• Exercise objective: All of the data below is to be returned unaltered.

• Input data:
★ ★ ★ ★
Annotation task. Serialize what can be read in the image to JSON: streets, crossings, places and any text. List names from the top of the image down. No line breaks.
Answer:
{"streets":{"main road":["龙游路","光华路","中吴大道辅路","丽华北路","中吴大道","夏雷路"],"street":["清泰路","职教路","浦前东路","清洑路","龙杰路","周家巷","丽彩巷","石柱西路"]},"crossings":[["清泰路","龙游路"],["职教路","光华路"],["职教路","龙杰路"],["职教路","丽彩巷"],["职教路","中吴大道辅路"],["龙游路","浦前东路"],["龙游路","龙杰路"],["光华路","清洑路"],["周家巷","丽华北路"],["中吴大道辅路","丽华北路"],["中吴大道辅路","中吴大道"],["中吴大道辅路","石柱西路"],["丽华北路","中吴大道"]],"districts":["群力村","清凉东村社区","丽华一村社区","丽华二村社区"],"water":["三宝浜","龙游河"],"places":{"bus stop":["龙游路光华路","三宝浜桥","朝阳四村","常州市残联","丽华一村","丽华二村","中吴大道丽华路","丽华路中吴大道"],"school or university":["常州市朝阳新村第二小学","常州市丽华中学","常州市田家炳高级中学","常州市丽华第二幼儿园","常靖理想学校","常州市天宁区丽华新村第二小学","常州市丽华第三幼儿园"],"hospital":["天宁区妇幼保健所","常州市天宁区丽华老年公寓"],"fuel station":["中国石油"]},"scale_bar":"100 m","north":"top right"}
★ ★ ★ ★
• Response:
Annotation task. Serialize what can be read in the image to JSON: streets, crossings, places and any text. List names from the top of the image down. No line breaks.
Answer:
{"streets":{"main road":["龙游路","光华路","中吴大道辅路","丽华北路","中吴大道","夏雷路"],"street":["清泰路","职教路","浦前东路","清洑路","龙杰路","周家巷","丽彩巷","石柱西路"]},"crossings":[["清泰路","龙游路"],["职教路","光华路"],["职教路","龙杰路"],["职教路","丽彩巷"],["职教路","中吴大道辅路"],["龙游路","浦前东路"],["龙游路","龙杰路"],["光华路","清洑路"],["周家巷","丽华北路"],["中吴大道辅路","丽华北路"],["中吴大道辅路","中吴大道"],["中吴大道辅路","石柱西路"],["丽华北路","中吴大道"]],"districts":["群力村","清凉东村社区","丽华一村社区","丽华二村社区"],"water":["三宝浜","龙游河"],"places":{"bus stop":["龙游路光华路","三宝浜桥","朝阳四村","常州市残联","丽华一村","丽华二村","中吴大道丽华路","丽华路中吴大道"],"school or university":["常州市朝阳新村第二小学","常州市丽华中学","常州市田家炳高级中学","常州市丽华第二幼儿园","常靖理想学校","常州市天宁区丽华新村第二小学","常州市丽华第三幼儿园"],"hospital":["天宁区妇幼保健所","常州市天宁区丽华老年公寓"],"fuel station":["中国石油"]},"scale_bar":"100 m","north":"top right"}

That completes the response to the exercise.